Insomma l’intervento dello stato nell’economia ha consentito attraverso l’utilizzo di denaro e investimenti pubblici, di creare quelle economie di scala e finanziarie che garantissero la creazione di quelle infrastrutture sistemiche e strategiche così vitali e necessarie per lo sviluppo del nostre paese.

Certo che poi dagli anni settanta in poi con la fine del miracolo economico e con la crisi economica del nostro paese conseguente allo shock petrolifero, l’IRI, in particolare, trasformò parzialmente la proprio mission anche in quella di salvataggio delle imprese in crisi spesso in realtà anche decotte, nel miraggio così di salvaguardare l’occupazione e l’interesse sociale della collettività.

Insomma come si disse allora più avanti da parte degli storici commentando quella stagione del paese di cui sopra, lo stato si era messo a produrre gelati e panettoni e non più solo a garantire le infrastrutture e know how strategico per il paese.

Fu certamente una politica sbagliata che caricò di perdite l’IRI, non sufficientemente compensata dai dividendi dei settori trainanti (come detto ad esempio come detto le telecomunicazioni).

Oggi diversamente anche per impulso delle direttive europee sappiamo che è inutile difendere con aiuti di stato le imprese decotte e obsolete tecnologicamente e che invece le risorse statali e pubbliche vanno concentrate sui settori innovativi ed emergenti, perché sono quelli che creano ricchezza e soprattutto occupazione.

Poi arrivò negli anni 90 il vento del supposto cambiamento che portò a una stagione poi rivelatasi fallimentare dove si credeva che l’intervento dello stato fosse deleterio in toto nell’economia e che quindi bisognasse prontamente e a qualunque costo disfarsi delle partecipazioni statali financo dei suoi gioielli che rendevano fior di dividendi (vedi STET e Telecom).

Si diceva sempre che la vendita delle partecipazioni statali avrebbe consentito di ripianare il debito pubblico accumulato a partire dagli anni 70; debito che con i suoi interessi gravava così pesantemente sul bilancio italiano.

Insomma si confuse il fatto che l’IRI era gravata dal peso di aziende oramai decotte acquisite per salvaguardare l’occupazione (o almeno così si credeva), con l’intenzione insensata di vendere i ngioielli delle partecipazioni statali come ad esempio la Telecom, che rappresentavano invece quelle infrastrutture e know how strategico, che doveva diversamente rimanere in mano pubblica (o almeno nel suo controllo), per tutelare l’interesse pubblico strategico.

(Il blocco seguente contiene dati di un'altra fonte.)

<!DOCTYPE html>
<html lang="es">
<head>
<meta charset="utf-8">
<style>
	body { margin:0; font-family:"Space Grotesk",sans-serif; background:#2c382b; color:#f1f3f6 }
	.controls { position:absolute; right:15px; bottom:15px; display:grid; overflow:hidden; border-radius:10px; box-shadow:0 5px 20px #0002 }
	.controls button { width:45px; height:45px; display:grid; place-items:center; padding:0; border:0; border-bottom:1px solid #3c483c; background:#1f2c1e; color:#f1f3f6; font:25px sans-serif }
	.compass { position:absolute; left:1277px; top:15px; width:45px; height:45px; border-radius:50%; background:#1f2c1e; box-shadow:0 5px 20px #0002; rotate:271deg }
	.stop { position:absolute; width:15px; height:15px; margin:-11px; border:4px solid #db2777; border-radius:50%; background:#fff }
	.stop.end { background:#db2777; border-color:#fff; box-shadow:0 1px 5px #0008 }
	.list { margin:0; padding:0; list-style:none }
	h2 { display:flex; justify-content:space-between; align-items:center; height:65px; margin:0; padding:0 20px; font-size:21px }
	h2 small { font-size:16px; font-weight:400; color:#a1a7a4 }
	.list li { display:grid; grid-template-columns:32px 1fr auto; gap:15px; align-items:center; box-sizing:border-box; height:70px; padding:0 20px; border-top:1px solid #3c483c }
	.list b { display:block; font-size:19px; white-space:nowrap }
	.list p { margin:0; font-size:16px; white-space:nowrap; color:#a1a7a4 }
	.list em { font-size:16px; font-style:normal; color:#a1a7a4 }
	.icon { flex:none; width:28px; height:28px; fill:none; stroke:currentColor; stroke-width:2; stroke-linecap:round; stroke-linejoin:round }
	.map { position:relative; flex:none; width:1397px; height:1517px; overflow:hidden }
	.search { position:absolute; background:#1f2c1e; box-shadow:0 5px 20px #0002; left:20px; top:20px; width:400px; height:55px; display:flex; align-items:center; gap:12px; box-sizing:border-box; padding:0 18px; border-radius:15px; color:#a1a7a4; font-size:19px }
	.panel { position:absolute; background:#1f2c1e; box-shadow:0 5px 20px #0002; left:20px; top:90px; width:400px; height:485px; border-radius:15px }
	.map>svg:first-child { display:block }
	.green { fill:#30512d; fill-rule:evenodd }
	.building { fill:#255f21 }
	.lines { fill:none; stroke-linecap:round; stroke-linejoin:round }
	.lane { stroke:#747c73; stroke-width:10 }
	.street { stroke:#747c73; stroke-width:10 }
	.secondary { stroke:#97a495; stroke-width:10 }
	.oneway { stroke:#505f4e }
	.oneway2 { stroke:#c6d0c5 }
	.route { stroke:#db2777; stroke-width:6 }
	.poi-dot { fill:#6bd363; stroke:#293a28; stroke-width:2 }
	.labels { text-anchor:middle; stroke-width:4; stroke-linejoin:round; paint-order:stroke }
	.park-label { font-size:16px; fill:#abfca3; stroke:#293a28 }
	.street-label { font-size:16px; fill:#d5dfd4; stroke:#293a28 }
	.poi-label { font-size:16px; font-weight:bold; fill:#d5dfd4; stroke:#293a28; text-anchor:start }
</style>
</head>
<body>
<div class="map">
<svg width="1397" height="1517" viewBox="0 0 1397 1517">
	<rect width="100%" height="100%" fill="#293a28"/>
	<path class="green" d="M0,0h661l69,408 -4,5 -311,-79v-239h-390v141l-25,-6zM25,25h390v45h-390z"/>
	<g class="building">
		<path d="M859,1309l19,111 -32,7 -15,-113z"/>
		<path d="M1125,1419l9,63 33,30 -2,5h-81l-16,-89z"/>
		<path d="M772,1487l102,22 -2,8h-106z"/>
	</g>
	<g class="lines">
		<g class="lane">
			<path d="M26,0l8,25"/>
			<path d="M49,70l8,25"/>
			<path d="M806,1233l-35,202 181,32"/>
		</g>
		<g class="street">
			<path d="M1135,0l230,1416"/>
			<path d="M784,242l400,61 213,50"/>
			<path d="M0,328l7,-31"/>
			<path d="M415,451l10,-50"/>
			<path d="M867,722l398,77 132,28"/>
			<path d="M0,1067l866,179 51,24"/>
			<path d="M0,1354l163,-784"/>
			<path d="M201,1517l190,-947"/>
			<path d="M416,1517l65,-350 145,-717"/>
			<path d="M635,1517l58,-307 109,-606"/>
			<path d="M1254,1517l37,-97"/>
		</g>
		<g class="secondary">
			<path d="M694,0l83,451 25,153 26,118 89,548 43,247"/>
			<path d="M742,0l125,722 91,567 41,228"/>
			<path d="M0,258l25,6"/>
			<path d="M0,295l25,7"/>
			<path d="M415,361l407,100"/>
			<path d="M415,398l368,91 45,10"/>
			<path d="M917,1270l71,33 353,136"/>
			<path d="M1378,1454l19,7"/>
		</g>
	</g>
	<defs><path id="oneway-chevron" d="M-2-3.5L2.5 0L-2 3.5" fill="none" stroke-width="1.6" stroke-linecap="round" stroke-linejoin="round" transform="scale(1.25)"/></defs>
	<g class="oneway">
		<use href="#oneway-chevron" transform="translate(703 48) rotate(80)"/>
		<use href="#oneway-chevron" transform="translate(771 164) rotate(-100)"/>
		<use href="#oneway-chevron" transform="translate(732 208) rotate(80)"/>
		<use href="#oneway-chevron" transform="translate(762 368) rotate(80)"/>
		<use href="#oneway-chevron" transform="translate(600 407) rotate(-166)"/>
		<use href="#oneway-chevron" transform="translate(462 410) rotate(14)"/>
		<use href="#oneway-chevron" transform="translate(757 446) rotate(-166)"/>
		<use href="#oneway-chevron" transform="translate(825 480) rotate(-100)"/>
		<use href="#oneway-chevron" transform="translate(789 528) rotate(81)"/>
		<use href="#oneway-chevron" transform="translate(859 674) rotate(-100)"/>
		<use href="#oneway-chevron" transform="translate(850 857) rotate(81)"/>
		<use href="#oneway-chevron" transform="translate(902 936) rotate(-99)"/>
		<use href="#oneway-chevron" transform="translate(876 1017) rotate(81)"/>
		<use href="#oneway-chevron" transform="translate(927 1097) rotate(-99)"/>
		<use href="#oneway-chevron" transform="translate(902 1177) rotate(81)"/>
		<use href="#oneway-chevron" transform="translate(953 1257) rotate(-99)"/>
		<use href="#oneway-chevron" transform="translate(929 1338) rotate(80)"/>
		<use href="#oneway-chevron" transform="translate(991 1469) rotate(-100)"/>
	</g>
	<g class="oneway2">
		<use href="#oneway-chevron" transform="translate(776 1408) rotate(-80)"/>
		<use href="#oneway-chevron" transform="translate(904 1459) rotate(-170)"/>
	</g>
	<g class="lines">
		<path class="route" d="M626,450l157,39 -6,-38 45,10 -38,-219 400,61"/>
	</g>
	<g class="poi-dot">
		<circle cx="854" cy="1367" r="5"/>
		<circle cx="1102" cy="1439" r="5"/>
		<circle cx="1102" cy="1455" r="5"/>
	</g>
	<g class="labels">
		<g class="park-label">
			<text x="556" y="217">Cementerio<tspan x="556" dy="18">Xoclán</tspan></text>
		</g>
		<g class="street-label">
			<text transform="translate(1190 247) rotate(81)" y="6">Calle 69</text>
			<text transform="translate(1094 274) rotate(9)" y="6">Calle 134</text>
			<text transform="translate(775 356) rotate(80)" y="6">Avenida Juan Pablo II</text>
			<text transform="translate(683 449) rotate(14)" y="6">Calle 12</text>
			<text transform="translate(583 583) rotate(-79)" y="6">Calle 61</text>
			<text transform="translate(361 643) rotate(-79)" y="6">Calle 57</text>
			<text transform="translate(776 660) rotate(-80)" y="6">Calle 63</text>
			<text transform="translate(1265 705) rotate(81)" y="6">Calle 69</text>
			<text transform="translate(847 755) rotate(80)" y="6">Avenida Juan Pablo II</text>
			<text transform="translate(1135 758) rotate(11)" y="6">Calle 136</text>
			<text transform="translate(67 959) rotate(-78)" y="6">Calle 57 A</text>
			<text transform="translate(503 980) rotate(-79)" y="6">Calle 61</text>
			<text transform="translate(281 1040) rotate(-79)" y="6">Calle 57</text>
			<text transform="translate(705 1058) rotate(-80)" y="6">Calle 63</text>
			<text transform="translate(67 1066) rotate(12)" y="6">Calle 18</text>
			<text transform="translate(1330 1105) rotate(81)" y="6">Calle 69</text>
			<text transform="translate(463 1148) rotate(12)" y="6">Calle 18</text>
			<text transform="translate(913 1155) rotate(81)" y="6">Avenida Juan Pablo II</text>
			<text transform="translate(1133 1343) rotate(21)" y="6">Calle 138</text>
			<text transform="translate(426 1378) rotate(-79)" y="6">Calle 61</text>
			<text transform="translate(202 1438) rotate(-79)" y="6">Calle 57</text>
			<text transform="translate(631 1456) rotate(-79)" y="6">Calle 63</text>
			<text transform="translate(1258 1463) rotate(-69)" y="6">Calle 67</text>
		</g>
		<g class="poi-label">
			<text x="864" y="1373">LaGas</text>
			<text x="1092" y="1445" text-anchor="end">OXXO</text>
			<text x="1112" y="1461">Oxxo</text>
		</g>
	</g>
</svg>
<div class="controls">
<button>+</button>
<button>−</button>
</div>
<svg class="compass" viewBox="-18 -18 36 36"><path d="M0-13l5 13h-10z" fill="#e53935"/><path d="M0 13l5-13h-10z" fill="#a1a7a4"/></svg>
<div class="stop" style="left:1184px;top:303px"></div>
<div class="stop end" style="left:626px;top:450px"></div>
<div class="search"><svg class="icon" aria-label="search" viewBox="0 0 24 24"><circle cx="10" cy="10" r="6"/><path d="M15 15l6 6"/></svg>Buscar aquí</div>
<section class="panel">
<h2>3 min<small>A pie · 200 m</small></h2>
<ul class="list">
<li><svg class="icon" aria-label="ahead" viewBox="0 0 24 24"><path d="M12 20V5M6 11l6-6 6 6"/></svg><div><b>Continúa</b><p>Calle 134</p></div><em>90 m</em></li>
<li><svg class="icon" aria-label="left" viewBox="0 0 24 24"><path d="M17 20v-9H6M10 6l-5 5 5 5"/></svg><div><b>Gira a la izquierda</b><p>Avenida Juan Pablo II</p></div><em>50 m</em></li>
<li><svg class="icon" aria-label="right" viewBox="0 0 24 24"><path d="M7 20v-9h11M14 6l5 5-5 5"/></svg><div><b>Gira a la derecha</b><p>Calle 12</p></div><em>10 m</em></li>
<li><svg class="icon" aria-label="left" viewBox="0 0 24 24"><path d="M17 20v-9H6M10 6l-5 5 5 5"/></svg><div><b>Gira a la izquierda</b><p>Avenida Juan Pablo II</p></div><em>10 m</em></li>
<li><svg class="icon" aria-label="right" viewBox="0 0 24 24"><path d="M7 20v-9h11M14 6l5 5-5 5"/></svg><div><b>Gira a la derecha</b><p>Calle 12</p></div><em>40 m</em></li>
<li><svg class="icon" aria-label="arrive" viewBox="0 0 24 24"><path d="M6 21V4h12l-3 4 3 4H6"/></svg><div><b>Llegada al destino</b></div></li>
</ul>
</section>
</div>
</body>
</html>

Aziende e gioielli delle partecipazioni statali che furono svendute ai mercati finanziari se non agli amici di politici, come appunto il caso della Telecom che addirittura fu comprato con i debiti (cosiddetto management buy out) dalla cordata guidata dall’imprenditore Colannino.

Sulla vendita della Telecom un grande intellettuale ed economista come Guido Rossi tuonò dalle pagine di repubblica che la presidenza del consiglio del governo stava funzionando come una merchant banck e aggiungo neanche tanto efficiente visto che i nostri gioielli delle partecipazioni statali furono di fatto svenduti.

Lo stesso Guido Rossi osservava che la Deutch Telecom tedesca era invece rimasta saldamente in mano al settore pubblico ed era il centro nevralgico e il motore propulsivo dell’innovazione del mondo della telecomunicazione e tecnologico di quel paese progredito che è la Germania.

Similmente anche in Francia lo stato ha agevolato in questi anni la nascita e il consolidamento di industrie di stato (o comunque con golden share in mano allo stato) campioni nazionali nei settori infrastrutturali e strategici dell’economia francese, vigilando anche che le aziende di rilevanza strategica nazionali e il loro know how non finissero in mano straniera.

Settore delle reti di telecomunicazione infrastrutturale e strategico che sarà sempre e ancora più importante nel futuro per l’avvento della banda larga e del 5G che collegheranno non soltanto milioni di persone, ma anche decine di milioni di computer e miliardi di oggetti per l’avvento della cosiddetta era dell’Internet of things.

La crisi della Telecom italiana in mano private e straniere (vedi gruppo vivendi del finanziere Bollorè) di questi anni è l’evidenza della mancanza oramai da trenta anni di una reale e fattiva politica industriale, per la nostra economia da parte dei vari governi che si sono avvicendati al potere in questi anni.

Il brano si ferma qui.